[Data to use]

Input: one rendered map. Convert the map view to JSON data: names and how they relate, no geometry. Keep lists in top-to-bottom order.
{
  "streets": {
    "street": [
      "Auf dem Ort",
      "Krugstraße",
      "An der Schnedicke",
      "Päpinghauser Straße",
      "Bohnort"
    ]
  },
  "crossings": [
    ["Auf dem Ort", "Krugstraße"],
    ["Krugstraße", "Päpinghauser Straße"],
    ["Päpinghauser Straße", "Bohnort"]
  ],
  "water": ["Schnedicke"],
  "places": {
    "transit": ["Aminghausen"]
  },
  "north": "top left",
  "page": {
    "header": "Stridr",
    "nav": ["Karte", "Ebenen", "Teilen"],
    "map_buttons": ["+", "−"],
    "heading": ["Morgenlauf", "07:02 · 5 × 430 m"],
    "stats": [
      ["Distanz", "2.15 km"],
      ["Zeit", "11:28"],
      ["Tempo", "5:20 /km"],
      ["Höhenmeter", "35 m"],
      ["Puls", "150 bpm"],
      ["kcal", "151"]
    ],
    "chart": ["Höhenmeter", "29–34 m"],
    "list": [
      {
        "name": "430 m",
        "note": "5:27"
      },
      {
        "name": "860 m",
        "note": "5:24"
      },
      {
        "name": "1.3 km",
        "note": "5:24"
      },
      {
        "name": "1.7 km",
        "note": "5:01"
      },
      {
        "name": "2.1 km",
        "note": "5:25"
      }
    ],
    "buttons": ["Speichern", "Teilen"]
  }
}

[/Data to use]

Repeat the data. Every word must match.

§ Result of this task
Input: one rendered map. Convert the map view to JSON data: names and how they relate, no geometry. Keep lists in top-to-bottom order.
{
  "streets": {
    "street": [
      "Auf dem Ort",
      "Krugstraße",
      "An der Schnedicke",
      "Päpinghauser Straße",
      "Bohnort"
    ]
  },
  "crossings": [
    ["Auf dem Ort", "Krugstraße"],
    ["Krugstraße", "Päpinghauser Straße"],
    ["Päpinghauser Straße", "Bohnort"]
  ],
  "water": ["Schnedicke"],
  "places": {
    "transit": ["Aminghausen"]
  },
  "north": "top left",
  "page": {
    "header": "Stridr",
    "nav": ["Karte", "Ebenen", "Teilen"],
    "map_buttons": ["+", "−"],
    "heading": ["Morgenlauf", "07:02 · 5 × 430 m"],
    "stats": [
      ["Distanz", "2.15 km"],
      ["Zeit", "11:28"],
      ["Tempo", "5:20 /km"],
      ["Höhenmeter", "35 m"],
      ["Puls", "150 bpm"],
      ["kcal", "151"]
    ],
    "chart": ["Höhenmeter", "29–34 m"],
    "list": [
      {
        "name": "430 m",
        "note": "5:27"
      },
      {
        "name": "860 m",
        "note": "5:24"
      },
      {
        "name": "1.3 km",
        "note": "5:24"
      },
      {
        "name": "1.7 km",
        "note": "5:01"
      },
      {
        "name": "2.1 km",
        "note": "5:25"
      }
    ],
    "buttons": ["Speichern", "Teilen"]
  }
}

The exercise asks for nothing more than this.